Entries taken from a collection:
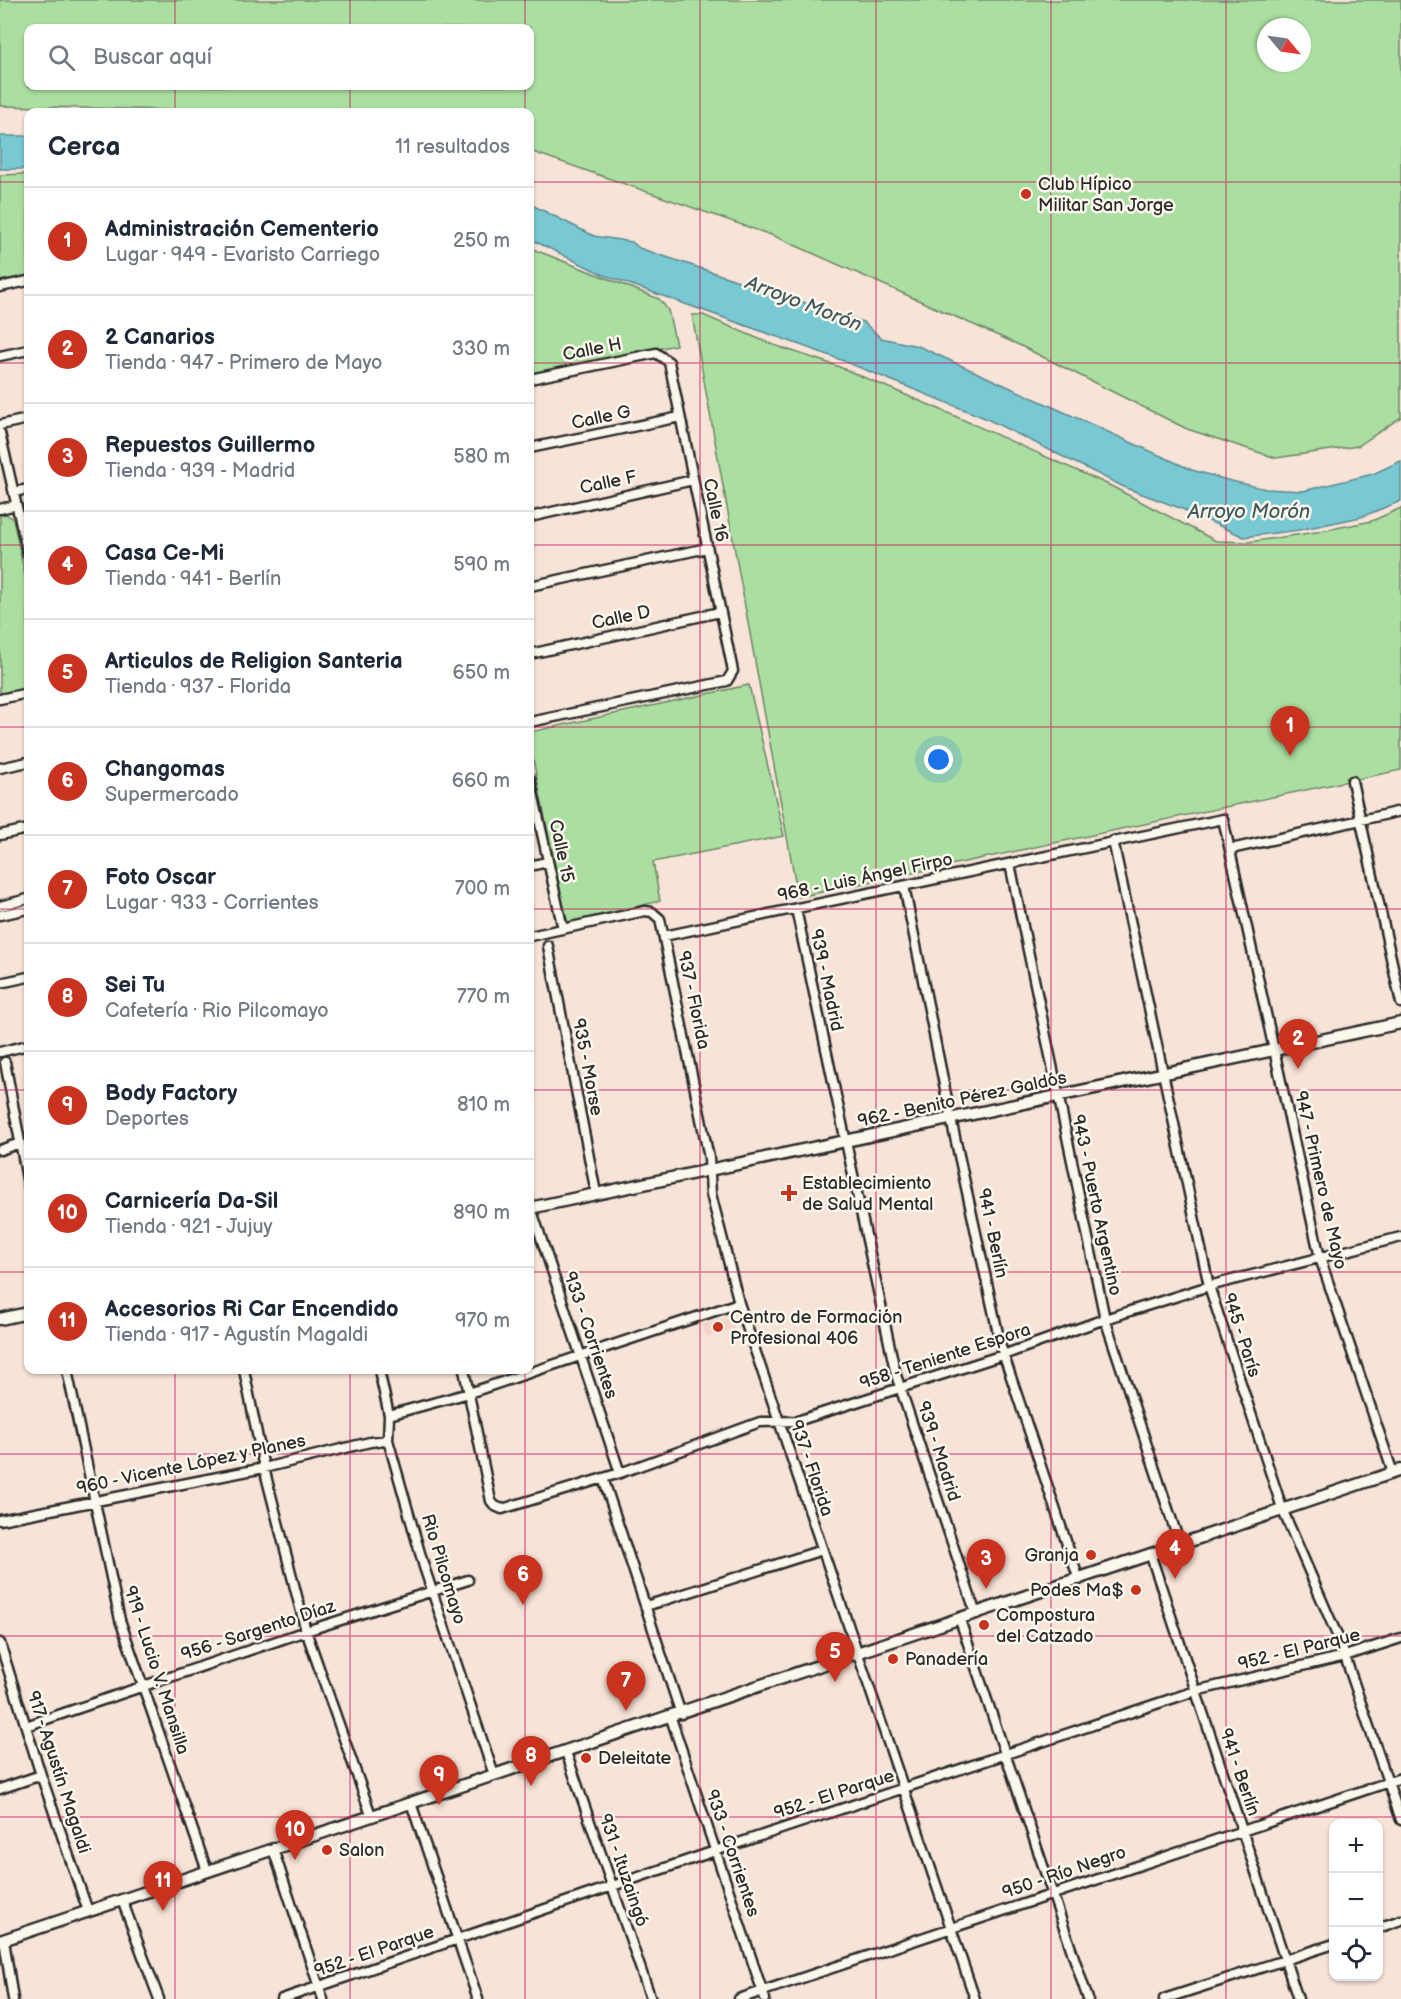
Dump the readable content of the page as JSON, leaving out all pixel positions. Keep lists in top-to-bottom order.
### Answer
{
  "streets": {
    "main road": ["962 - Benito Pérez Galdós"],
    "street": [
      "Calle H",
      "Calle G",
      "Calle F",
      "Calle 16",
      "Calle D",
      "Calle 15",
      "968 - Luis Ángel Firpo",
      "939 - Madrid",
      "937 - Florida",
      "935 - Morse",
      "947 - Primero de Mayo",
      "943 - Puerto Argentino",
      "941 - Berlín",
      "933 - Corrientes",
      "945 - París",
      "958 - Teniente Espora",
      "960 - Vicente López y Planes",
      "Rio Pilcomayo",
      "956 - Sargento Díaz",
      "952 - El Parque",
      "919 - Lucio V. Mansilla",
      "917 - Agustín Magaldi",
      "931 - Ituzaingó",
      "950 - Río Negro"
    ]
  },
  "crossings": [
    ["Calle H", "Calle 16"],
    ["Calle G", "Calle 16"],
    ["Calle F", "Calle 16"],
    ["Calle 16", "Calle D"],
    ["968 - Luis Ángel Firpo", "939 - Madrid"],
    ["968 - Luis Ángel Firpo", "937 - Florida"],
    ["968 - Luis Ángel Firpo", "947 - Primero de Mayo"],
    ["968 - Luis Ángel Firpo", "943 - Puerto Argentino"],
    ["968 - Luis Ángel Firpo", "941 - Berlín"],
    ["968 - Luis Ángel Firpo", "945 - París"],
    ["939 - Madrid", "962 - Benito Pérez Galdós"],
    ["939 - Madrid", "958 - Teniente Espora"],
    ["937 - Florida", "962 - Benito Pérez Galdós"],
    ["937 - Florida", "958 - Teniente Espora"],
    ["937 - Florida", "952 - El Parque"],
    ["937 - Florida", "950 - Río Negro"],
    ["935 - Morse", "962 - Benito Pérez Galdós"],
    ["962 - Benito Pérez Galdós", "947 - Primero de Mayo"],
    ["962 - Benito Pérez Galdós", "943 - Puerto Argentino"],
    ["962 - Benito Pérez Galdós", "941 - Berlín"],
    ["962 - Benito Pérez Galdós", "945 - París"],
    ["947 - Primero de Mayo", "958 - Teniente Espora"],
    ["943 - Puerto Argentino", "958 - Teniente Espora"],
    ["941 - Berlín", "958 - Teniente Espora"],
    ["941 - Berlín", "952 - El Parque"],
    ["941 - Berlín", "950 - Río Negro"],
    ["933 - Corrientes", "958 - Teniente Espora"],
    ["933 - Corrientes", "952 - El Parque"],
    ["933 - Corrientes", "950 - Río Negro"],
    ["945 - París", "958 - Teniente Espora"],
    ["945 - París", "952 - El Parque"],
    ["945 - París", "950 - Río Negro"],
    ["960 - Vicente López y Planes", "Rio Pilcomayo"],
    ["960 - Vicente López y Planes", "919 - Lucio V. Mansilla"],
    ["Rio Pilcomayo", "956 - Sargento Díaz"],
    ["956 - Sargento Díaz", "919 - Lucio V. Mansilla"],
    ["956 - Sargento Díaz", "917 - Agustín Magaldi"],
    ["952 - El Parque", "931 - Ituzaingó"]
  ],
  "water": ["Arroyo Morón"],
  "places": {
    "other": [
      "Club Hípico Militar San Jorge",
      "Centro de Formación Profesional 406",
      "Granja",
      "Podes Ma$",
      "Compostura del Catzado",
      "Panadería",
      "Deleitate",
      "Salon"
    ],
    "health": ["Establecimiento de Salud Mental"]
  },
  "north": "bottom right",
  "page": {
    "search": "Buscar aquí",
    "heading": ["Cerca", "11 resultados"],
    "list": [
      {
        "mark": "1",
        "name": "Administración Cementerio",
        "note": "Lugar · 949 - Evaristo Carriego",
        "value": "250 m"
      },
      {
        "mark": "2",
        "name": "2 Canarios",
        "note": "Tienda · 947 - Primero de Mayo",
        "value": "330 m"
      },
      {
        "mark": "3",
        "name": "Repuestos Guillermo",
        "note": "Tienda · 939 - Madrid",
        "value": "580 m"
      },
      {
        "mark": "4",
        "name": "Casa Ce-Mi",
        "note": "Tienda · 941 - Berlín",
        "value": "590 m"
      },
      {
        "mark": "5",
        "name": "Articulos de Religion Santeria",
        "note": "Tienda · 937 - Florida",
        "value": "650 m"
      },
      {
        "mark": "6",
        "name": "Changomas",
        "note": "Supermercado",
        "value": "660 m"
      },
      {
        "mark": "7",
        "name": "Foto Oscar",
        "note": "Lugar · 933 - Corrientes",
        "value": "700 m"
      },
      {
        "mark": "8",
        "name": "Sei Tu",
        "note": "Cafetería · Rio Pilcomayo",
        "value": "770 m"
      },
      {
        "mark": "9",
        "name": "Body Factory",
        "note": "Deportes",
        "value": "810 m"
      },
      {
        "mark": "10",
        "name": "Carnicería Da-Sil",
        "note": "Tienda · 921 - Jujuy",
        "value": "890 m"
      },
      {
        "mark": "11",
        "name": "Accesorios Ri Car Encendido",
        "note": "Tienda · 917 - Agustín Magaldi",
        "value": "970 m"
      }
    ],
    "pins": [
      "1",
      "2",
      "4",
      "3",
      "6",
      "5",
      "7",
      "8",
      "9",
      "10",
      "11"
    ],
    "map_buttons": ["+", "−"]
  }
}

Directions for this task ::
Copy out every line of the records that the string "bottom" appears in.

Completed task ::
Dump the readable content of the page as JSON, leaving out all pixel positions. Keep lists in top-to-bottom order.
  "north": "bottom right",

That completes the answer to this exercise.